Write back every entry exactly as it reads, with the pictures left behind.
START Exercise data
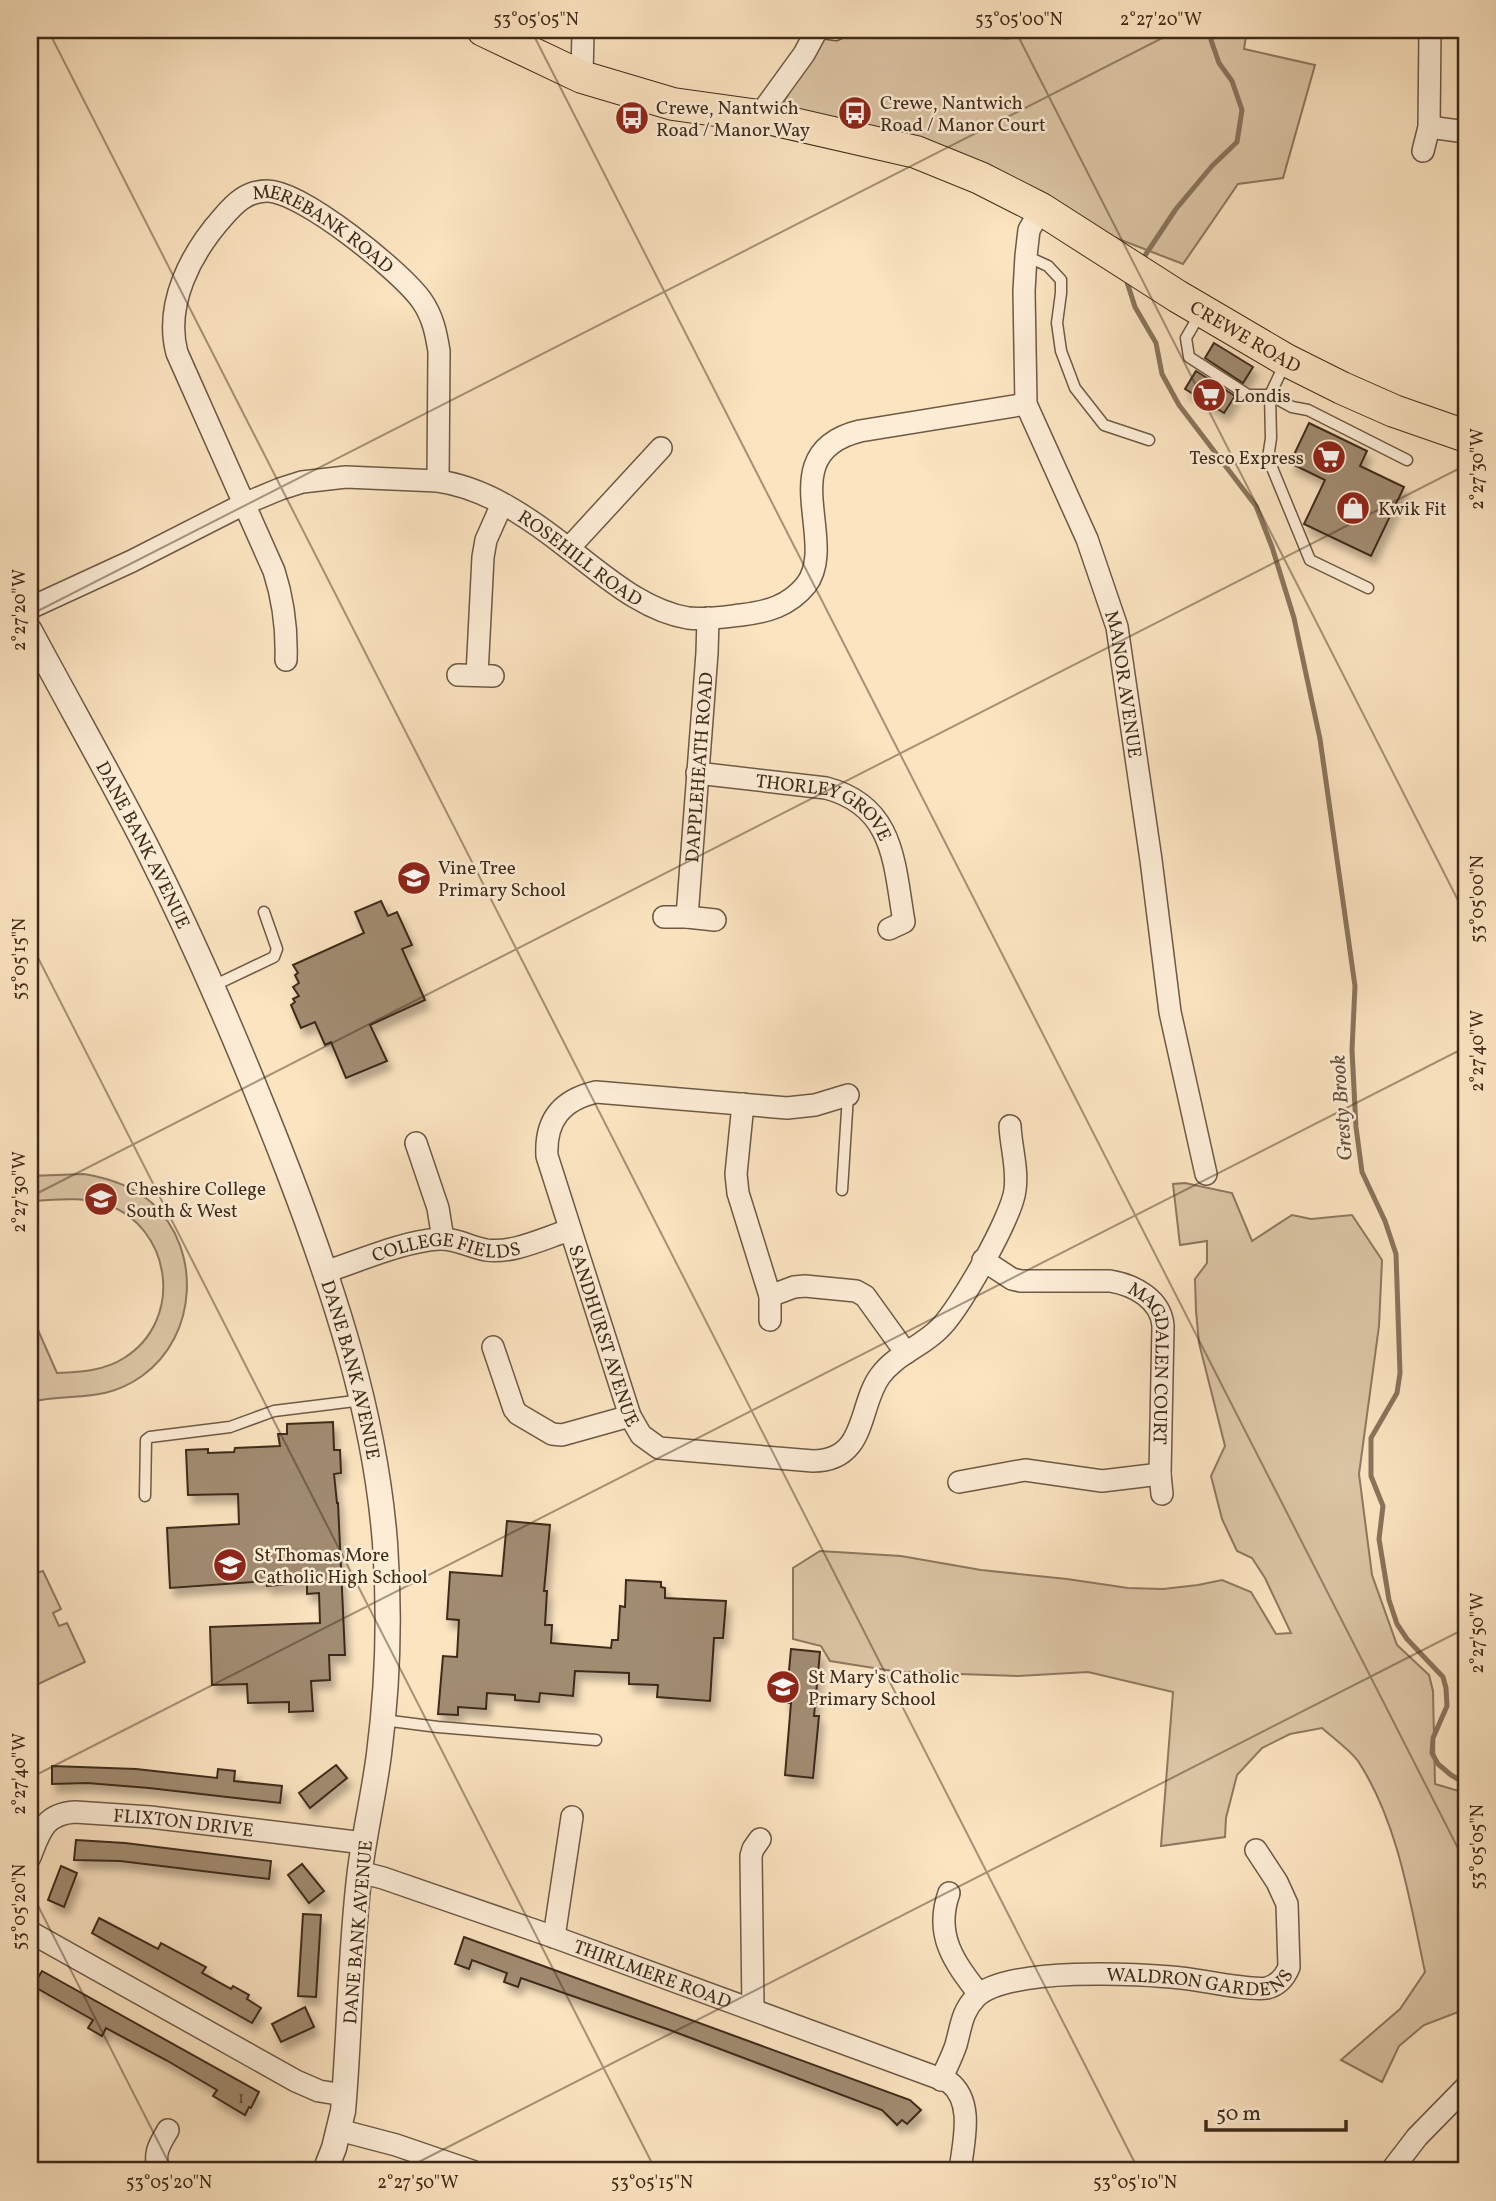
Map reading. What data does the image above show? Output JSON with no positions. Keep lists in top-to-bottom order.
{
  "streets": {
    "main road": ["CREWE ROAD"],
    "street": [
      "MEREBANK ROAD",
      "ROSEHILL ROAD",
      "MANOR AVENUE",
      "DAPPLEHEATH ROAD",
      "THORLEY GROVE",
      "DANE BANK AVENUE",
      "COLLEGE FIELDS",
      "SANDHURST AVENUE",
      "MAGDALEN COURT",
      "FLIXTON DRIVE",
      "WALDRON GARDENS",
      "THIRLMERE ROAD"
    ]
  },
  "crossings": [
    ["MEREBANK ROAD", "ROSEHILL ROAD"],
    ["CREWE ROAD", "MANOR AVENUE"],
    ["ROSEHILL ROAD", "MANOR AVENUE"],
    ["ROSEHILL ROAD", "DAPPLEHEATH ROAD"],
    ["DAPPLEHEATH ROAD", "THORLEY GROVE"],
    ["DANE BANK AVENUE", "COLLEGE FIELDS"],
    ["DANE BANK AVENUE", "FLIXTON DRIVE"],
    ["DANE BANK AVENUE", "THIRLMERE ROAD"],
    ["COLLEGE FIELDS", "SANDHURST AVENUE"],
    ["SANDHURST AVENUE", "MAGDALEN COURT"]
  ],
  "water": ["Gresty Brook"],
  "places": {
    "bus stop": ["Crewe, Nantwich Road / Manor Court", "Crewe, Nantwich Road / Manor Way"],
    "supermarket": ["Londis", "Tesco Express"],
    "shop": ["Kwik Fit"],
    "school or university": [
      "Vine Tree Primary School",
      "Cheshire College South & West",
      "St Thomas More Catholic High School",
      "St Mary's Catholic Primary School"
    ]
  },
  "house_numbers": ["1"],
  "scale_bar": "50 m",
  "coordinates": [
    "53°05'05\"N",
    "53°05'00\"N",
    "2°27'20\"W",
    "2°27'30\"W",
    "53°05'15\"N",
    "2°27'40\"W",
    "2°27'50\"W",
    "53°05'20\"N",
    "53°05'10\"N"
  ]
}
END Exercise data
**Reply to the task:**
Map reading. What data does the image above show? Output JSON with no positions. Keep lists in top-to-bottom order.
{
  "streets": {
    "main road": ["CREWE ROAD"],
    "street": [
      "MEREBANK ROAD",
      "ROSEHILL ROAD",
      "MANOR AVENUE",
      "DAPPLEHEATH ROAD",
      "THORLEY GROVE",
      "DANE BANK AVENUE",
      "COLLEGE FIELDS",
      "SANDHURST AVENUE",
      "MAGDALEN COURT",
      "FLIXTON DRIVE",
      "WALDRON GARDENS",
      "THIRLMERE ROAD"
    ]
  },
  "crossings": [
    ["MEREBANK ROAD", "ROSEHILL ROAD"],
    ["CREWE ROAD", "MANOR AVENUE"],
    ["ROSEHILL ROAD", "MANOR AVENUE"],
    ["ROSEHILL ROAD", "DAPPLEHEATH ROAD"],
    ["DAPPLEHEATH ROAD", "THORLEY GROVE"],
    ["DANE BANK AVENUE", "COLLEGE FIELDS"],
    ["DANE BANK AVENUE", "FLIXTON DRIVE"],
    ["DANE BANK AVENUE", "THIRLMERE ROAD"],
    ["COLLEGE FIELDS", "SANDHURST AVENUE"],
    ["SANDHURST AVENUE", "MAGDALEN COURT"]
  ],
  "water": ["Gresty Brook"],
  "places": {
    "bus stop": ["Crewe, Nantwich Road / Manor Court", "Crewe, Nantwich Road / Manor Way"],
    "supermarket": ["Londis", "Tesco Express"],
    "shop": ["Kwik Fit"],
    "school or university": [
      "Vine Tree Primary School",
      "Cheshire College South & West",
      "St Thomas More Catholic High School",
      "St Mary's Catholic Primary School"
    ]
  },
  "house_numbers": ["1"],
  "scale_bar": "50 m",
  "coordinates": [
    "53°05'05\"N",
    "53°05'00\"N",
    "2°27'20\"W",
    "2°27'30\"W",
    "53°05'15\"N",
    "2°27'40\"W",
    "2°27'50\"W",
    "53°05'20\"N",
    "53°05'10\"N"
  ]
}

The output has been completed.